_EXERCISE_
Filtering the records below, copy only those lines that include the word "Étoile".

Stored data entries:
<<<<
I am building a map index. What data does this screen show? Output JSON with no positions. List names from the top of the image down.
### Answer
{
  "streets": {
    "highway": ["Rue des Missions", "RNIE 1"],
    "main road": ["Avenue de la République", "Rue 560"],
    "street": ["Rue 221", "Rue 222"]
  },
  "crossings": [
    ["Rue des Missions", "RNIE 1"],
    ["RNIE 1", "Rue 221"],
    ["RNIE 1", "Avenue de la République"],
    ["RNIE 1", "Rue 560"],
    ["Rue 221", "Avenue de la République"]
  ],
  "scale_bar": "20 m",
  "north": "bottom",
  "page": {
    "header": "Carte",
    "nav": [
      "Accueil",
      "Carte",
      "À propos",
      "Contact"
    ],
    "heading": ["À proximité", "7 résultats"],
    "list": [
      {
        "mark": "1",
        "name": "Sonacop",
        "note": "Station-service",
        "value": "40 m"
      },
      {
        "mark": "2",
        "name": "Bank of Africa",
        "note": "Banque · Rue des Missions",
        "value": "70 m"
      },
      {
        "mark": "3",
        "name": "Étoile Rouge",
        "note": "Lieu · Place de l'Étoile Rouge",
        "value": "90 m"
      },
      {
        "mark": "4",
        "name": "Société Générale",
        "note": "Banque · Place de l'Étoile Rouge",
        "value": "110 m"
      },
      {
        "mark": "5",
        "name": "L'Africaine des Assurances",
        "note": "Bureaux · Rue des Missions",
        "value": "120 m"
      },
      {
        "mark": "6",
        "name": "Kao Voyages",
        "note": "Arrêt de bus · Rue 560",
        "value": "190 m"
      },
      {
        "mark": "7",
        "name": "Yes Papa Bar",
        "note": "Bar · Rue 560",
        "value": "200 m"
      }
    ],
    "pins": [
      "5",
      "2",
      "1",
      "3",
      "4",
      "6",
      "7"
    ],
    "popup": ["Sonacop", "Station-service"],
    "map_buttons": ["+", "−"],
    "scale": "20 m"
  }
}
>>>>
_WRITTEN RESPONSE_
        "name": "Étoile Rouge",
        "note": "Lieu · Place de l'Étoile Rouge",
        "note": "Banque · Place de l'Étoile Rouge",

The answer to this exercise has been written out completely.